I’m not a linguist but I am fluent in the language of hope. That’s what I find in scripture and that’s what I am called to share with you all today. I’ve had to really flex my muscles in this bleak season to wrestle hope from the pages of my Bible, because all seems hopeless at the moment. The days all merging into one seamless glob of despair, lethargy and frustration. It’s tempting to cry “I just want life to go back to how it was before.” Imperfect, flawed, but comfortingly familiar. Maybe this is an echo of an ancient yearning to return to the before-times, to an Eden that God intended to be ours. 

 

In verse 18 God speaks and says, “it is not good for the Adam to be alone.” Anyone who has spent the best part of lockdown by themselves will feel the sting of that remark. Isolation and loneliness have been deeply painful realities of the past year and it is unrelenting. For true wholeness and human fulfilment, we need to be together, in communion and community with other people. 

 

Maybe that’s where the hope is best expressed in this piece of scripture: God the Doctor diagnoses the problem – loneliness - and provides a remedy: Companionship. Friendship. Fellowship. Togetherness. Community. God gave us each other. We are God’s gift to one another. As the newly created man declares in wonder:

 

“This at last is bone of my bones and flesh of my flesh.” 

 

Phylis Trible describes the creation story in Genesis 2 as a love story gone awry. We know what happens next don’t we. The tree. The fruit. The serpent. The fracture between God and God’s people and distrust and brokenness creeping into relationships between people and other people. I am bone of your bone and you are flesh of my flesh, but somewhere along the line, we forgot how to relate to each other.

 

Our fractured disconnectedness is playing out horribly right now. The pandemic has revealed the extent of the disintegration. The rot that has set in. We regard other people as dangerous vectors of disease to be shrunk away from on our daily walks, or we tediously police one anothers behaviour with a relentless and unforgiving savagery that makes us exacting and petty. We can find ourselves digitally connected with hundreds of people but yet still feel profoundly, primordially lonely when the device gets puts down. We yearn for connection with others, even if we can’t always articulate what that means. Brené Brown calls this weird sensation “the lonely feeling.” You can experience it when you’re in a crowded room, or even inside a marriage, and of course, when you’re actually alone.  It’s that feeling that says: This isn’t how it’s supposed to be. 

 

We were made for companionship, it is literally how we were moulded. The memory of our interdependence to one another is pressed into our flesh, into our souls, the fingerprints of God indelibly marked upon our inner selves. We were never meant to do this on our own. 

 

My hope for us all is that not one of us shall be alone. That when we’re no longer in the grip of this pandemic we should seek out and nurture relationships with others like we feel in our bones and flesh that they too are creatures of the earth.
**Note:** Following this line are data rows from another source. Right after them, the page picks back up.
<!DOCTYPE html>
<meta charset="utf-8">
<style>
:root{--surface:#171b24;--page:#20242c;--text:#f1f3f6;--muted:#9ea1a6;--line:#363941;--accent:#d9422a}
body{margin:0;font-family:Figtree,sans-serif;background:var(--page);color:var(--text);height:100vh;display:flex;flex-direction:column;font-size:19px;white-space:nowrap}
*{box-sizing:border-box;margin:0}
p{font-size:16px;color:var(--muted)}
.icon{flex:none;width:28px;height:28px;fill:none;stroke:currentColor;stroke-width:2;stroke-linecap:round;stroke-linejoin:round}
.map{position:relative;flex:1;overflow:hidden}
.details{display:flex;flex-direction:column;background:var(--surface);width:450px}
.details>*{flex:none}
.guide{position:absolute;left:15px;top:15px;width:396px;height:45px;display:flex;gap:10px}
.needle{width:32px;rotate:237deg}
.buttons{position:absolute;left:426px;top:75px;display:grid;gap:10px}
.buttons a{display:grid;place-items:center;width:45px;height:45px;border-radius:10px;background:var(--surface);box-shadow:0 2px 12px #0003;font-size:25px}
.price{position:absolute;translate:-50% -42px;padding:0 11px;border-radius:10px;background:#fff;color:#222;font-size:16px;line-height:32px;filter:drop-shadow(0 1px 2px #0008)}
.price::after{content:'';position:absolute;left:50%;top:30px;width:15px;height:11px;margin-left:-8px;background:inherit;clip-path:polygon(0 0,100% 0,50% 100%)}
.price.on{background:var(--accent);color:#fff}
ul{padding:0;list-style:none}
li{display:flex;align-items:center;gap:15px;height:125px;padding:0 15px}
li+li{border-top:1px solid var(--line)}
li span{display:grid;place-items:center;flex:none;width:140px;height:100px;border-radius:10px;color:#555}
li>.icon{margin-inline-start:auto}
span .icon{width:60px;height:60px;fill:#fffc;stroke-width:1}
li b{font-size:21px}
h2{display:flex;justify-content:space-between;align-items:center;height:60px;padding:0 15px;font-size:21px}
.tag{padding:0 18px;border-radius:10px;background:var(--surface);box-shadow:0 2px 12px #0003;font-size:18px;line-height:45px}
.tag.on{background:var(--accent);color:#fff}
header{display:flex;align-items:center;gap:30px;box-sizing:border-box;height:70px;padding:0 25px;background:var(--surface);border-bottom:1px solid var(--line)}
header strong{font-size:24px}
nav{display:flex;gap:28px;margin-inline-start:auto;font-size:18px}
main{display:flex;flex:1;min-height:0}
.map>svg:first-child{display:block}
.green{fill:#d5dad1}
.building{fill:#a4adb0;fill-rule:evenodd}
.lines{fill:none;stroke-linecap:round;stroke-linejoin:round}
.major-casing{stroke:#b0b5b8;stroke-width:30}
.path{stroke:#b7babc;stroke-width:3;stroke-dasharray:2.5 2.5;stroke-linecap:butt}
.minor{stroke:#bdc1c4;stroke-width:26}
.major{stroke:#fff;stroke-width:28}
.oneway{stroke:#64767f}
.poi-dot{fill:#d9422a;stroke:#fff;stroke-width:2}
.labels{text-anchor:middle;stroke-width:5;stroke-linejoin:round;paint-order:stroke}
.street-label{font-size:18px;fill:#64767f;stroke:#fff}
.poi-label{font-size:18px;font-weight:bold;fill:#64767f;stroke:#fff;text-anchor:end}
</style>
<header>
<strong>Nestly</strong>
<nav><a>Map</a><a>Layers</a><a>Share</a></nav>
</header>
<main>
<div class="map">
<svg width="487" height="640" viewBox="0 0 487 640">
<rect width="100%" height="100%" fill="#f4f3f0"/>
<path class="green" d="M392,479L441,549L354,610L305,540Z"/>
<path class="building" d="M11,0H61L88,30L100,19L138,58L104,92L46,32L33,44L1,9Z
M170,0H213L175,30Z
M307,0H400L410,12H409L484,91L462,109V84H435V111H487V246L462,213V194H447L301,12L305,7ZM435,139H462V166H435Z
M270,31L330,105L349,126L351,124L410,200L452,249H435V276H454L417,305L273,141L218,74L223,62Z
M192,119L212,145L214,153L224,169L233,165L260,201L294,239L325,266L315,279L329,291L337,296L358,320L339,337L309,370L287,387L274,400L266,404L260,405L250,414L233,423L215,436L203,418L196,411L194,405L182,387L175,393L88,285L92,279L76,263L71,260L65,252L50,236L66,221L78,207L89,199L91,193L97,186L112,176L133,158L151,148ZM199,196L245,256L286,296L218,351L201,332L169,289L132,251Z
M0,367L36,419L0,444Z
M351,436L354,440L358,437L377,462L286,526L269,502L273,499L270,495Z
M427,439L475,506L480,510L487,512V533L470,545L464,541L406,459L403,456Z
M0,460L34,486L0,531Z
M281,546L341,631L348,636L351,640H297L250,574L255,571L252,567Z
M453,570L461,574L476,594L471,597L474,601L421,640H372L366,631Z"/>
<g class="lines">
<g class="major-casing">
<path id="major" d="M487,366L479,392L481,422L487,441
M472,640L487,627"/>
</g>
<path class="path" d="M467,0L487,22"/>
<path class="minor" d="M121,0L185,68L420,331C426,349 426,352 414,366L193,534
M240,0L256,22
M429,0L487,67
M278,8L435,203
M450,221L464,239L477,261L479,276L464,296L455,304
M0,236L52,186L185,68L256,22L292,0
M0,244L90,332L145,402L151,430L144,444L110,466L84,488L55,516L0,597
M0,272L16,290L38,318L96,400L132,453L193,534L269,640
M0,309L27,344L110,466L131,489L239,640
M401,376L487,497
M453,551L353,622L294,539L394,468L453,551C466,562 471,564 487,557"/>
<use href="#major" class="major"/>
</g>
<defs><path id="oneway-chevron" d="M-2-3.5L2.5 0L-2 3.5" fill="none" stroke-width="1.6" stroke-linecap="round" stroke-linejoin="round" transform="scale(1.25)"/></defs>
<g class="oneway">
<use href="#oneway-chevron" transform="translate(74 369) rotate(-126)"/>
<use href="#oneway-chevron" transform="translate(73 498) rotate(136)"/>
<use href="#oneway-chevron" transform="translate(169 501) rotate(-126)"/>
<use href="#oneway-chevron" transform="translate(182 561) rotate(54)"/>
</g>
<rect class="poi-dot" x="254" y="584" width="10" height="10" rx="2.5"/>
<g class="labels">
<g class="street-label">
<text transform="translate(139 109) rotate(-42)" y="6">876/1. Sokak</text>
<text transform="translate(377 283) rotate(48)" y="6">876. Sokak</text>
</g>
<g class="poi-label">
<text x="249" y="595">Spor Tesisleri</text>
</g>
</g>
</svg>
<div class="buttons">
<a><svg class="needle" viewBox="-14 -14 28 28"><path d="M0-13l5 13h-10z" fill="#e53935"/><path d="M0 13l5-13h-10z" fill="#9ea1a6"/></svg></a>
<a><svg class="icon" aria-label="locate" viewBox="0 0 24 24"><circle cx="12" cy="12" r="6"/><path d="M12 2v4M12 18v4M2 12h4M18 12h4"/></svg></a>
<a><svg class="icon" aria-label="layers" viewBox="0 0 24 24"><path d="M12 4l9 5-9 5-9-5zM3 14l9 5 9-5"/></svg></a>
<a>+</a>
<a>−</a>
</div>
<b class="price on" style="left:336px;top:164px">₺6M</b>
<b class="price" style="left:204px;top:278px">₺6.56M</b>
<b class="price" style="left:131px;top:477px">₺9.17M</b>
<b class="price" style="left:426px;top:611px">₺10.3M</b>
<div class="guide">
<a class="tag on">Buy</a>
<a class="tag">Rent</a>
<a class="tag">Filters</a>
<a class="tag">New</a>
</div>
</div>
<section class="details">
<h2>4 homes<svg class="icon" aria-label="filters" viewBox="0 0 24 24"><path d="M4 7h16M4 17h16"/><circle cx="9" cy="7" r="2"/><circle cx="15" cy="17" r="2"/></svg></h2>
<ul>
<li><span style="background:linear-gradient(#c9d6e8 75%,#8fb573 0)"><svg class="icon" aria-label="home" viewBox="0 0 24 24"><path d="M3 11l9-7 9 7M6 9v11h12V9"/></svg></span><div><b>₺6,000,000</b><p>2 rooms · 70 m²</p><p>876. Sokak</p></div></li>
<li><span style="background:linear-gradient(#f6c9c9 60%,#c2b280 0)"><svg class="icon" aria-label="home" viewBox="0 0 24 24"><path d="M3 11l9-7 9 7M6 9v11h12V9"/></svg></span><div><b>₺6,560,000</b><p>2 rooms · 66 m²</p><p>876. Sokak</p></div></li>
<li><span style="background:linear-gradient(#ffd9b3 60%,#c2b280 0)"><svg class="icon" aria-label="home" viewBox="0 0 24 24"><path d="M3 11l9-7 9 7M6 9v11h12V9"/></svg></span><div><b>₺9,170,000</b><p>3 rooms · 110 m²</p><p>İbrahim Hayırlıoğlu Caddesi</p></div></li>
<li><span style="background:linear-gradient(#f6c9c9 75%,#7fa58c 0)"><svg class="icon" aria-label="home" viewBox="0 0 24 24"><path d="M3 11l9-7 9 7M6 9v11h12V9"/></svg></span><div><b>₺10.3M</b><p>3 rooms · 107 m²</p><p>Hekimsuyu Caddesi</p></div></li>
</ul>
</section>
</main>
That we should be builders of community and if we can’t find a community to belong to, then we start one ourselves, from the ground up, just as God intended. 

 

We need each other. We were quite literally, made for each other. If you feel the sting of loneliness and disconnectedness right now, then have hope that God diagnoses the problem and a remedy is coming. God the Doctor is still in the business of breathing life into dead things and then placing us where we are needed the most. Spring and new life is coming. The rivers will still flow. The trees will still bloom. The fruit will set and grow. The birds will make nests and they will sing and we will be able to enjoy it all. Have hope: This unnatural way of life isn’t forever. Have faith, for God is still planting a garden in this good but imperfect world. Have hope.